Effective today, staff at Flydubai will receive a reduction in pay for three months. The decision came after the low-cost carrier suspended all of its operations in a bid to stem the spread of COVID-19 and keep travellers safe.
According to sister publication Arabian Business, a spokesperson for the Dubai-based airline said coronavirus has had a “significant impact’ on the company. They said: “The airline has had to adapt to this fast-evolving situation and to protect employment has taken the decision to reduce the salaries of employees for a three-month period from April 2020,”
The spokesperson added that the airline is doing all it can to avoid employees paid in a lower bracket from being impacted, they also said there will be no change to employees’ benefits.
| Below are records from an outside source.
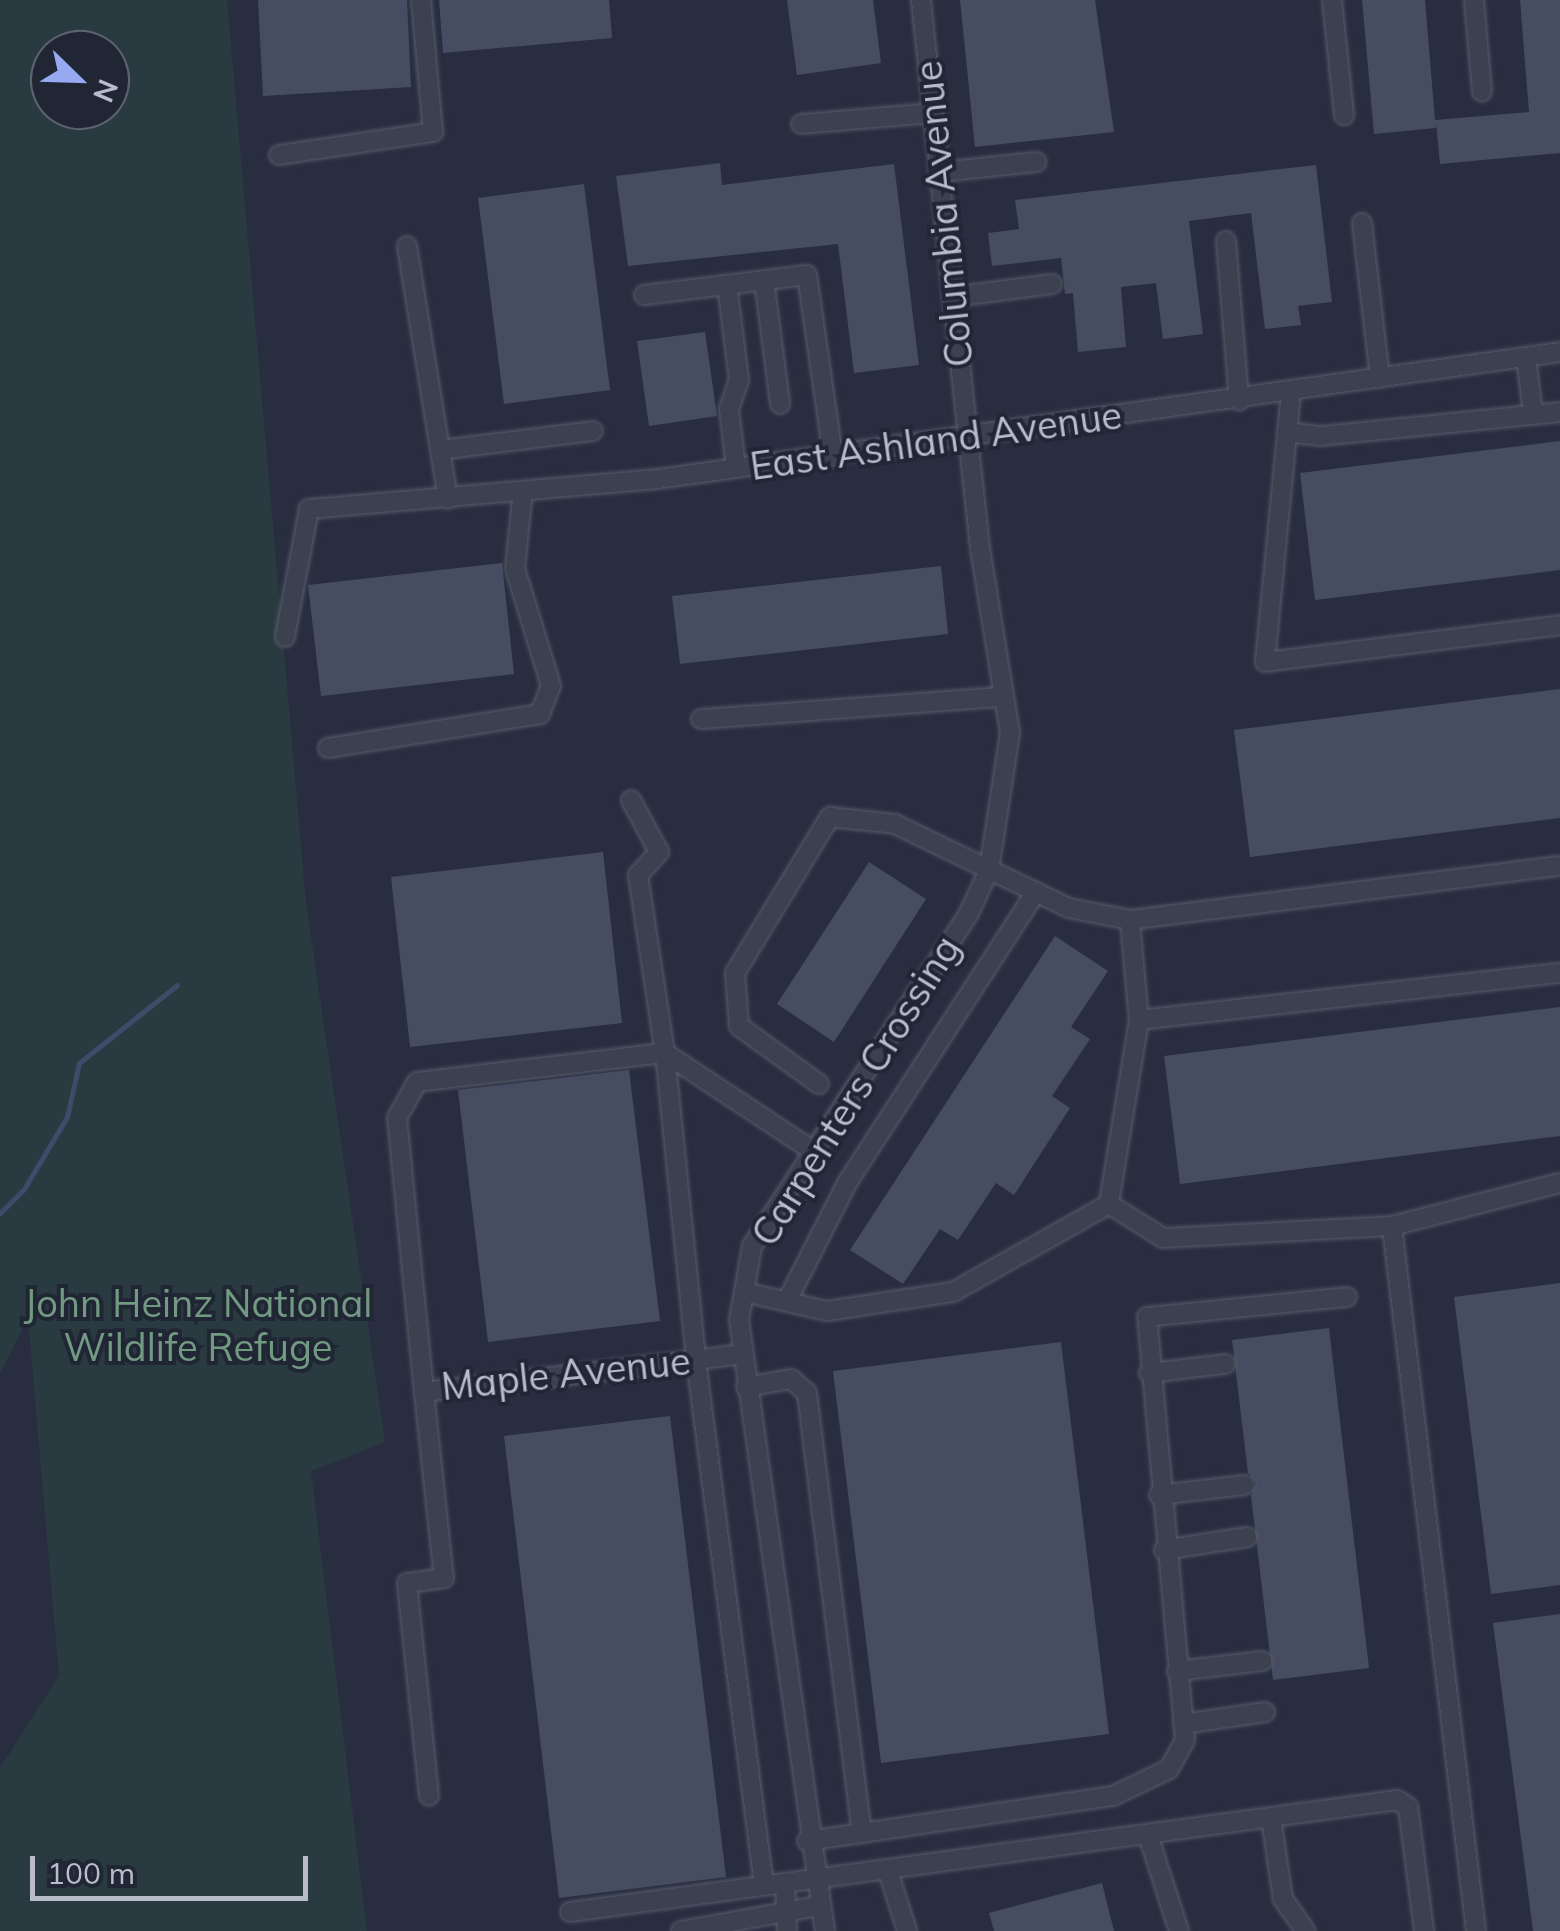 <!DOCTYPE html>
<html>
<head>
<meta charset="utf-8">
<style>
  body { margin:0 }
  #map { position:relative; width:1560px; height:1931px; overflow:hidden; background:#282e40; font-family:Mulish,sans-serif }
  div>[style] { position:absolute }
  .green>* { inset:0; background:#2a3a41 }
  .stream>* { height:5px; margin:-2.5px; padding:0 2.5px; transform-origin:2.5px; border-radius:2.5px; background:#414a69 }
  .building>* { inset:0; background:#474d61 }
  .roads { filter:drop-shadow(0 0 2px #575c6a) drop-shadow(0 0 2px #575c6a) }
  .minor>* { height:18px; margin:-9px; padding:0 9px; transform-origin:9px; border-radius:9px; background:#3c4150 }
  span { translate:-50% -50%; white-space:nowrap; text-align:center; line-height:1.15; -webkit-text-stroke:8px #212635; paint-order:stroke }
  .street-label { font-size:38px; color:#b9bcca }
  .park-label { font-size:38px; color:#729982 }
  .north { position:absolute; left:30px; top:30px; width:100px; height:100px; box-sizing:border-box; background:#212635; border:2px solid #5e6271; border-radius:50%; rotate:113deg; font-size:28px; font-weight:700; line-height:40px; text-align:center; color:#b9bcca }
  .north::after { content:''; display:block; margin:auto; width:35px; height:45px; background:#97aaf1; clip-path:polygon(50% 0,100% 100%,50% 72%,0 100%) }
  .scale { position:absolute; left:30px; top:1856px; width:278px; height:45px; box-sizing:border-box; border:5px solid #b9bcca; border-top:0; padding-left:12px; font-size:30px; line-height:35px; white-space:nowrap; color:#b9bcca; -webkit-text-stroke:8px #212635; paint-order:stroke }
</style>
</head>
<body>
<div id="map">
  <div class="green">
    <i style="clip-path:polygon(evenodd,0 0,227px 0,306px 903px,385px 1442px,311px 1471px,367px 1931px,0 1931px,0 1768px,59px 1676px,28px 1318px,0 1374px,0 0,50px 50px,110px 50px,110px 110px,50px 110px,50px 50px)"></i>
  </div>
  <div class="stream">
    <i style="left:0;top:1213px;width:34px;rotate:-45deg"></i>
    <i style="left:24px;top:1189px;width:84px;rotate:-59.2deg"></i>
    <i style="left:67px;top:1117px;width:55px;rotate:-77.5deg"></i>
    <i style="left:79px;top:1063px;width:125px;rotate:-38.5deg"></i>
  </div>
  <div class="building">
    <i style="clip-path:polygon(258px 0,407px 0,411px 87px,263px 96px)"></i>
    <i style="clip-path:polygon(439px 0,609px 0,612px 38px,443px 53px)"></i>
    <i style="clip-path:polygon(787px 0,873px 0,881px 63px,797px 75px)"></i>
    <i style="clip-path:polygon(960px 0,1095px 0,1114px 132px,975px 147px)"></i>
    <i style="clip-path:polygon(1362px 0,1425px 0,1435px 120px,1529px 112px,1520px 0,1560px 0,1560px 153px,1440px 164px,1436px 122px,1436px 128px,1374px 134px)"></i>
    <i style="clip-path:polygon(720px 163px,722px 185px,894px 164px,919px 365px,854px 373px,838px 244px,628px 266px,616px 176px)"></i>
    <i style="clip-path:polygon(1316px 165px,1332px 302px,1298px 306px,1301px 325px,1265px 329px,1251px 213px,1189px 221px,1203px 334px,1163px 339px,1156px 283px,1121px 287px,1126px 347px,1078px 352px,1073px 293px,1065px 294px,1061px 258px,992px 266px,988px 233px,1019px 229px,1015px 200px)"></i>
    <i style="clip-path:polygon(584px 184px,610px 390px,504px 404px,478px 198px)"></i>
    <i style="clip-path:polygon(705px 332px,717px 416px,649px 426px,637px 341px)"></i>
    <i style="clip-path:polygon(1560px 441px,1560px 570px,1315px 600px,1300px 473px)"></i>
    <i style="clip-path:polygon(502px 563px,514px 674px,321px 696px,308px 585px)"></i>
    <i style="clip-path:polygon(941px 566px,948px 634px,680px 664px,672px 596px)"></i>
    <i style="clip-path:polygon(1560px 689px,1560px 818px,1250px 857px,1234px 730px)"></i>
    <i style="clip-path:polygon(603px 852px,622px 1023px,410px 1047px,391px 877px)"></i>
    <i style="clip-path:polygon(869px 862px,926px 899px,834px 1042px,777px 1004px)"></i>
    <i style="clip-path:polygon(1055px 936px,1108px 971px,1071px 1027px,1090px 1039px,1052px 1096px,1070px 1108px,1014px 1195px,996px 1183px,958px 1240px,940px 1229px,903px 1284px,850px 1250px)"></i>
    <i style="clip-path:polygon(1560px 1007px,1560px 1136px,1180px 1184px,1164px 1056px)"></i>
    <i style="clip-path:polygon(629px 1070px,660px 1321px,488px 1342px,458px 1090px)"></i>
    <i style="clip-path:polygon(1560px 1283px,1560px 1585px,1491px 1594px,1454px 1297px)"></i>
    <i style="clip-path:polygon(1329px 1328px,1369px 1668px,1273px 1680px,1251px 1496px,1256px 1483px,1248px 1473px,1232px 1340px)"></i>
    <i style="clip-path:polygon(1061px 1342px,1109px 1734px,881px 1763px,833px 1371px)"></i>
    <i style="clip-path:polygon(670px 1416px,726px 1877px,559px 1898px,504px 1436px)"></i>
    <i style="clip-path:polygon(1560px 1614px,1560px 1931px,1533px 1931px,1493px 1623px)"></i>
    <i style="clip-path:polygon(1102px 1883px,1114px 1931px,994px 1931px,989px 1913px)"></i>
  </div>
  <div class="roads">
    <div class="minor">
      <i style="left:1332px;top:0;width:116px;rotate:84deg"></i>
      <i style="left:1474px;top:0;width:92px;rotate:85deg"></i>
      <i style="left:801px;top:124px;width:132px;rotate:-4.8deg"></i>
      <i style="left:279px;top:155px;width:156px;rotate:-8.5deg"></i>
      <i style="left:433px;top:132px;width:133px;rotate:-95.2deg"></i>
      <i style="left:939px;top:172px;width:98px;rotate:-5.9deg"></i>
      <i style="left:1362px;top:223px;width:156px;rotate:83.4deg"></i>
      <i style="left:1226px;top:241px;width:160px;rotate:85.3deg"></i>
      <i style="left:407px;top:246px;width:256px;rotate:80.8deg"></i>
      <i style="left:764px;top:280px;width:125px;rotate:82.6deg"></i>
      <i style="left:727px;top:285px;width:96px;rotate:82.8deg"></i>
      <i style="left:739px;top:380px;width:31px;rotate:109deg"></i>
      <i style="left:729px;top:409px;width:59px;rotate:83.2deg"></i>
      <i style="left:644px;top:295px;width:164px;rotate:-7deg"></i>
      <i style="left:807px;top:275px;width:183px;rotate:81.8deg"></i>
      <i style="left:952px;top:297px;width:101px;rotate:-7.4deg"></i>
      <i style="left:1526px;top:357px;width:58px;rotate:83.1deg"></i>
      <i style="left:1291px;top:392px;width:271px;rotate:95.5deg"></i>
      <i style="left:1265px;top:662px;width:297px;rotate:-7.1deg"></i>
      <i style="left:1287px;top:432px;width:34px;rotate:7deg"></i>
      <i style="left:1321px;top:436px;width:240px;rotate:-5.7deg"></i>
      <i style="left:440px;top:450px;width:154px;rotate:-7.1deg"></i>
      <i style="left:285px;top:637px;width:130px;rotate:-79.4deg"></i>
      <i style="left:309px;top:509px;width:350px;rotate:-4.9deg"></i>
      <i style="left:658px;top:479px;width:911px;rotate:-8.01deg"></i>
      <i style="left:701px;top:719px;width:304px;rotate:-4.2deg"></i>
      <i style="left:328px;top:748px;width:215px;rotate:-9.1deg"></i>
      <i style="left:540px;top:714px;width:30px;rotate:-69deg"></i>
      <i style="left:551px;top:686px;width:123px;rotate:-107deg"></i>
      <i style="left:515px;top:568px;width:77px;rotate:-84.1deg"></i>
      <i style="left:631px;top:800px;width:59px;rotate:61.7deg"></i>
      <i style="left:659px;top:852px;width:31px;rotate:132deg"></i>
      <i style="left:638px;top:875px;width:180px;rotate:81.4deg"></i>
      <i style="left:665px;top:1053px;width:178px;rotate:33.5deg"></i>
      <i style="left:1130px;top:920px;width:433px;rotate:-7.2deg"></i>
      <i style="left:1139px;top:1020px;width:424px;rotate:-6.4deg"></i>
      <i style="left:819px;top:1084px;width:99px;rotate:-144.1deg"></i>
      <i style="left:739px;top:1026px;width:53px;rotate:-94.3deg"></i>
      <i style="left:735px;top:973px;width:183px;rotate:-58.7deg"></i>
      <i style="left:830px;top:817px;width:65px;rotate:6.1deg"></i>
      <i style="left:895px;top:824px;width:193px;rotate:25.8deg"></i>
      <i style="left:1069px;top:908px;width:62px;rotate:11.1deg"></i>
      <i style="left:1130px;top:920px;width:100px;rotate:84.9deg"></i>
      <i style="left:1139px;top:1020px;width:186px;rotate:99.3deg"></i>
      <i style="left:1392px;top:1226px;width:710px;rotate:83.21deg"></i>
      <i style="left:744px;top:1292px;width:85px;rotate:12.9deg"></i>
      <i style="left:827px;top:1311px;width:127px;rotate:-8.6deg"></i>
      <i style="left:953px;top:1292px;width:179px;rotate:-29.4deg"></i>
      <i style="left:1109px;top:1204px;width:64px;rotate:32.2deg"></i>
      <i style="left:1163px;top:1238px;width:229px;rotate:-3deg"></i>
      <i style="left:1392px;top:1226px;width:173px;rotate:-14.4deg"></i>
      <i style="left:787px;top:1301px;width:132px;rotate:-63deg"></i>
      <i style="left:847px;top:1183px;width:347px;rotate:-57deg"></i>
      <i style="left:742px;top:1354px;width:46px;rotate:172.6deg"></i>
      <i style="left:696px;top:1360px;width:274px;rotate:173.3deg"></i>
      <i style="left:424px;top:1392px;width:275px;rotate:-95.6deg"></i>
      <i style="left:397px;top:1118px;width:41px;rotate:-60.9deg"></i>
      <i style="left:417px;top:1082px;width:250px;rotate:-6.7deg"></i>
      <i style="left:665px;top:1053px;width:309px;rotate:84.2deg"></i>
      <i style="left:696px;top:1360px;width:530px;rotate:82.63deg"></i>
      <i style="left:1149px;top:1373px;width:77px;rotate:-6.8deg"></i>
      <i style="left:746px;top:1387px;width:46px;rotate:-10.1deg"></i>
      <i style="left:791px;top:1379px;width:21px;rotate:41deg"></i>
      <i style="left:807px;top:1393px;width:443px;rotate:82.9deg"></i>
      <i style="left:424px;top:1392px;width:187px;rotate:83.9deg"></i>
      <i style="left:444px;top:1578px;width:37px;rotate:172deg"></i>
      <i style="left:407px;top:1583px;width:214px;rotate:84.1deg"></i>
      <i style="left:1159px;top:1495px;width:86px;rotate:-6.7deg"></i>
      <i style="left:1164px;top:1550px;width:84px;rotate:-8.9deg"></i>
      <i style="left:1177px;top:1671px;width:86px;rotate:-6.7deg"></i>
      <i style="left:1183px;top:1724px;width:83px;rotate:-8.3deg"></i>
      <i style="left:1271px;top:1818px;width:82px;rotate:81.6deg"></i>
      <i style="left:1283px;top:1899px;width:39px;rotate:55deg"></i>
      <i style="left:1148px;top:1835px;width:101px;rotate:72.1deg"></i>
      <i style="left:807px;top:1841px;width:309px;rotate:-8.4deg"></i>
      <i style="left:1113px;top:1796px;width:62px;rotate:-25.7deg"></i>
      <i style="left:1169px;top:1769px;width:33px;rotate:-61deg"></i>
      <i style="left:1185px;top:1740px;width:425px;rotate:-95.1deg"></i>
      <i style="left:1147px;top:1317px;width:201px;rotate:-5.7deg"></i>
      <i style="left:888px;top:1871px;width:63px;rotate:72.4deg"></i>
      <i style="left:785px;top:1883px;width:48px;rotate:87.6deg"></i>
      <i style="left:570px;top:1912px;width:835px;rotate:-7.71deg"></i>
      <i style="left:1397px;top:1800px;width:13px;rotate:32deg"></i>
      <i style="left:1408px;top:1807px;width:125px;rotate:82.6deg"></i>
      <i style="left:681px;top:1931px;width:140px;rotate:-10.3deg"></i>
      <i style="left:825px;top:1931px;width:617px;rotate:-98.01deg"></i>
      <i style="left:739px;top:1320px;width:75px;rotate:-80deg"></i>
      <i style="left:752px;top:1246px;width:395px;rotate:-56.9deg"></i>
      <i style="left:968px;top:915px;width:50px;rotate:-65deg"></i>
      <i style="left:989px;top:870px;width:139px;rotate:-81.3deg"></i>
      <i style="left:1010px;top:733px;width:187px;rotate:-99.2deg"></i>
      <i style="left:980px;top:548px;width:551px;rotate:-96.15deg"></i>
    </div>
  </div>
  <div class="street-label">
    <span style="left:944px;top:214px;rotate:-96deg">Columbia Avenue</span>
    <span style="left:936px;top:441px;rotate:-8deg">East Ashland Avenue</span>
    <span style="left:856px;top:1091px;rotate:-58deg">Carpenters Crossing</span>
    <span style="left:566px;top:1374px;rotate:-6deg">Maple Avenue</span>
  </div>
  <div class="park-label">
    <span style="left:198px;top:1326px">John Heinz National<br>Wildlife Refuge</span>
  </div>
  <div class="north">N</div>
  <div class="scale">100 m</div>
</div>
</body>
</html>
“These measures have been taken by the senior management team with a heavy heart but with the aim of retaining our employees and ensuring we are in the best possible place when our regular schedule resumes,” the Flydubai spokesperson concluded.
Flydubai joins other UAE carriers in opting to reduce employees’ pay to keep business afloat. Abu Dhabi’s Etihad Airways announced in late March that staff across all of its sectors would see a reduction in pay for April. While Flydubai did not give an indication of how much pay has been cut, Etihad reduced pay by between 25% and 50% this month.
According to updated figures from the International Air Transport Association (IATA), the aviation industry could lose as much as US$252 billion in revenue this year.